=== What this task involves ===
In the records below, pick out all lines containing the word "none".

=== Given data ===
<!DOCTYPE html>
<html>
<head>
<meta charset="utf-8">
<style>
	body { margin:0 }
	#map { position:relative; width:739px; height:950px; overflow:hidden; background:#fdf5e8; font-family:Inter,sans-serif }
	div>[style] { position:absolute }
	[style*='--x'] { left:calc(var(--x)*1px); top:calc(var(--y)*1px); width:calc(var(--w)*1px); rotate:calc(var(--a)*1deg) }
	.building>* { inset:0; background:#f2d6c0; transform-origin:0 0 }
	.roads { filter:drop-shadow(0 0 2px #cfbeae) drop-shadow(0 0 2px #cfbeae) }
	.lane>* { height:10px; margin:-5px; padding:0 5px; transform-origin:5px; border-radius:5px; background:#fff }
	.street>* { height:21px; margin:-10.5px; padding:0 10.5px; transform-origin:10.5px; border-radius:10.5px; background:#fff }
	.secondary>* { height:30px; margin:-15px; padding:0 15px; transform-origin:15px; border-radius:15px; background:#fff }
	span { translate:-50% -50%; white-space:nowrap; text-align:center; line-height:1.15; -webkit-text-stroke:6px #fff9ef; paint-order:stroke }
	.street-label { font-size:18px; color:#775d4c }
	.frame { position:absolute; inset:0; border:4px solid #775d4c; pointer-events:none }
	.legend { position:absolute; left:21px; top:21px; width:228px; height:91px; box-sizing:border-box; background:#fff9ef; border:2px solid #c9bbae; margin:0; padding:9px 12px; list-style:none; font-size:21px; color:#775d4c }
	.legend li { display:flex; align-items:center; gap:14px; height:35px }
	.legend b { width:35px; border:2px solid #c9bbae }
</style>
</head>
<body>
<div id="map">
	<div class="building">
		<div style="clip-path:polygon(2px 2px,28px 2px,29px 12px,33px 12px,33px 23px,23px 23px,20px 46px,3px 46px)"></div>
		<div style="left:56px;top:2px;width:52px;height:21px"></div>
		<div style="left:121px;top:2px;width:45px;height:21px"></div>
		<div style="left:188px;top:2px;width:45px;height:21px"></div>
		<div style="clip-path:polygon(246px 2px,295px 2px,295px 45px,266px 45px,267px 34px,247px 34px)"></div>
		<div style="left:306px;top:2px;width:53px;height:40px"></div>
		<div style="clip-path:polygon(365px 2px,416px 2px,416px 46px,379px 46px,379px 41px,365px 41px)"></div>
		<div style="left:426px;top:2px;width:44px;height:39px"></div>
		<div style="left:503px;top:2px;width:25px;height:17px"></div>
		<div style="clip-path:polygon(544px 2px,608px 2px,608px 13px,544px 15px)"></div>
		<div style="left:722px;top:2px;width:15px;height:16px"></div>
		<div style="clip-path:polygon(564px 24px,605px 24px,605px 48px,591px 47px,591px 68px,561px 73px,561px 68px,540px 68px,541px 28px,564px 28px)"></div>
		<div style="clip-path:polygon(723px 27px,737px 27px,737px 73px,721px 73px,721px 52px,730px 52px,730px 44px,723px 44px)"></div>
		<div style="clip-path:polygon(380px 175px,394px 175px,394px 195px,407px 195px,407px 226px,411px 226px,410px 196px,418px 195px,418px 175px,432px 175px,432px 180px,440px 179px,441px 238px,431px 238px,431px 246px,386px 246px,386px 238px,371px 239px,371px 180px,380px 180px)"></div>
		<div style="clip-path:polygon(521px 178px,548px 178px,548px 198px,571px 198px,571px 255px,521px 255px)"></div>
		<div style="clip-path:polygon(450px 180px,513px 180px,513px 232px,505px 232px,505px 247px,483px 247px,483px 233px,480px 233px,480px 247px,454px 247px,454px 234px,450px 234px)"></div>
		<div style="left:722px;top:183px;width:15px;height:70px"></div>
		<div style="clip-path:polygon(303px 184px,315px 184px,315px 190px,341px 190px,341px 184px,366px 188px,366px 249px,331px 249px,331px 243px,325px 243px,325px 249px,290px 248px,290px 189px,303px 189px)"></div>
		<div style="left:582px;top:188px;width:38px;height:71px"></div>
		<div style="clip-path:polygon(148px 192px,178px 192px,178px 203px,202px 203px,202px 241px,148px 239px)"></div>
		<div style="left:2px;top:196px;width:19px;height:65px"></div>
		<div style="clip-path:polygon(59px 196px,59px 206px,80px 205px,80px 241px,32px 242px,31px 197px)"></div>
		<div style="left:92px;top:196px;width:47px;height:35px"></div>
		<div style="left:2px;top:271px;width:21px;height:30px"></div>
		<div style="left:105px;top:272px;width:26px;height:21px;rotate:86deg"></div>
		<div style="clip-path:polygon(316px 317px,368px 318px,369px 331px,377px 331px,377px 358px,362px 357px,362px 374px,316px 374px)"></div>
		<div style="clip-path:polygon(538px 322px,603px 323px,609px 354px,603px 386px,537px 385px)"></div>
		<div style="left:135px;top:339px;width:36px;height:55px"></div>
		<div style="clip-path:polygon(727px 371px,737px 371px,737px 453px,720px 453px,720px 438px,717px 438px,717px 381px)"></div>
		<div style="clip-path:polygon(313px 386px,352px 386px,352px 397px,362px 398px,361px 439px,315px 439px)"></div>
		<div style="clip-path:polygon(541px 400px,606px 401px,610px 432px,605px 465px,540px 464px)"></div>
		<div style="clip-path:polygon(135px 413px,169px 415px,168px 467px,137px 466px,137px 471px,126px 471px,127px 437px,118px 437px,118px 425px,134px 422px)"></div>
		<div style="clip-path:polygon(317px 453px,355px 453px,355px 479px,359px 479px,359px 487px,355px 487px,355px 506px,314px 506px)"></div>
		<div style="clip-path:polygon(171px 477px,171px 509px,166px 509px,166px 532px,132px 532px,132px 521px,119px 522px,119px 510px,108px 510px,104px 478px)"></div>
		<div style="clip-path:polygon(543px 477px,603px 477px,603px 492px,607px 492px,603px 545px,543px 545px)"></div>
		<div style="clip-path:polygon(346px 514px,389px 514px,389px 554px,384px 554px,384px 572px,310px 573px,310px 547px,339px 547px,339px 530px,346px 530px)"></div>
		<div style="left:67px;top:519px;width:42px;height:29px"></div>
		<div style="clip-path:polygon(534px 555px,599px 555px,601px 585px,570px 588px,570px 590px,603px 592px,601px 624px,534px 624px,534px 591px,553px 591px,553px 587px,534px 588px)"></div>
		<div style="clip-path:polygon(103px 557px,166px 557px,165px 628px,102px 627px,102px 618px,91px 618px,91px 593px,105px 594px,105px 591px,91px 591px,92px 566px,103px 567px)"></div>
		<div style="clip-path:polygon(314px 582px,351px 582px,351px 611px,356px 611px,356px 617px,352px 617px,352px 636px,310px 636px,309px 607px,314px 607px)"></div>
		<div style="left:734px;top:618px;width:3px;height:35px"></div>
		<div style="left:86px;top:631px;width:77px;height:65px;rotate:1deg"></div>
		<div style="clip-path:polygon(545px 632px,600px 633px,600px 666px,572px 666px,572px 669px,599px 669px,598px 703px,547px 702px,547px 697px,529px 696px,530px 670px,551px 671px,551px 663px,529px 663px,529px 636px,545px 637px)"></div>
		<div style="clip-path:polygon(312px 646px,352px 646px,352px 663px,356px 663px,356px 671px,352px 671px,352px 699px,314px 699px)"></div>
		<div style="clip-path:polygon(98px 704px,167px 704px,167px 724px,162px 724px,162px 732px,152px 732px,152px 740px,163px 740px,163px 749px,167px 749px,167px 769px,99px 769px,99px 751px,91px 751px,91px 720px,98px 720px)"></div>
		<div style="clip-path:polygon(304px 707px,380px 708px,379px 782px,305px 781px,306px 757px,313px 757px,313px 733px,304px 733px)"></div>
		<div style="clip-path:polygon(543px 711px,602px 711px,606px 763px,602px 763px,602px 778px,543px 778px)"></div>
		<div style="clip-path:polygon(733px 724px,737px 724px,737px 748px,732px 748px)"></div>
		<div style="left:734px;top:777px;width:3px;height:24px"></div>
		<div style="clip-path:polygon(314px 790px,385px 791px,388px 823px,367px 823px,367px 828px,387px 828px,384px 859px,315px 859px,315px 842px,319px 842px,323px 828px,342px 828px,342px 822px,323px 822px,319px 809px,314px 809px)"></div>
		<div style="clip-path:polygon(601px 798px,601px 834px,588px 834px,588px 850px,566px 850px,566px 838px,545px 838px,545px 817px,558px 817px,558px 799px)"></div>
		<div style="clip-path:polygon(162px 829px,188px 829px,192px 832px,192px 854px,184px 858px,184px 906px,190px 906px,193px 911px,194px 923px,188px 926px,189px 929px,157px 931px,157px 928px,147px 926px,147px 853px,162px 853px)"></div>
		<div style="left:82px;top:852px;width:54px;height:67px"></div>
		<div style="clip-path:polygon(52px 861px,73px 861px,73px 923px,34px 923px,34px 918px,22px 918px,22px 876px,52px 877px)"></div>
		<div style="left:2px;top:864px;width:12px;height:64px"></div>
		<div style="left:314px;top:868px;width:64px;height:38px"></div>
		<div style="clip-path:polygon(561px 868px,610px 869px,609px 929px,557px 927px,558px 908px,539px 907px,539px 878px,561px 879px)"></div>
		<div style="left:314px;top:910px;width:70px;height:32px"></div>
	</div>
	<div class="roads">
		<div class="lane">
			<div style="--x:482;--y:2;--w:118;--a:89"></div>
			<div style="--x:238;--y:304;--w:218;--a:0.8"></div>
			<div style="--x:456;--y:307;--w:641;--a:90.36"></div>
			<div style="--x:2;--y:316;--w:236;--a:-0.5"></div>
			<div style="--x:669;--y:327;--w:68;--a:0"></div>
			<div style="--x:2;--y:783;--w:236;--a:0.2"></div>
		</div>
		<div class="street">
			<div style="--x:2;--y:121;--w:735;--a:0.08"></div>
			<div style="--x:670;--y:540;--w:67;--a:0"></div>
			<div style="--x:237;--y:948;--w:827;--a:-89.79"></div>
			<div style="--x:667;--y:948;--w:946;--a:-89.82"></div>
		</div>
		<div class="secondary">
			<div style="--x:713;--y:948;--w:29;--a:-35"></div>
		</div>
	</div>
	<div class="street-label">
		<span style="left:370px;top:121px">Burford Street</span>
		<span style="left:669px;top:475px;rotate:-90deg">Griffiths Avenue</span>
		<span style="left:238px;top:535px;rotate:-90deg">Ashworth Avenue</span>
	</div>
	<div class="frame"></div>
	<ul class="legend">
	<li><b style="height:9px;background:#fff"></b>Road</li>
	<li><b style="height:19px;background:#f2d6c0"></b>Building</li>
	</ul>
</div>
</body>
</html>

=== Reply to the task ===
	.frame { position:absolute; inset:0; border:4px solid #775d4c; pointer-events:none }
	.legend { position:absolute; left:21px; top:21px; width:228px; height:91px; box-sizing:border-box; background:#fff9ef; border:2px solid #c9bbae; margin:0; padding:9px 12px; list-style:none; font-size:21px; color:#775d4c }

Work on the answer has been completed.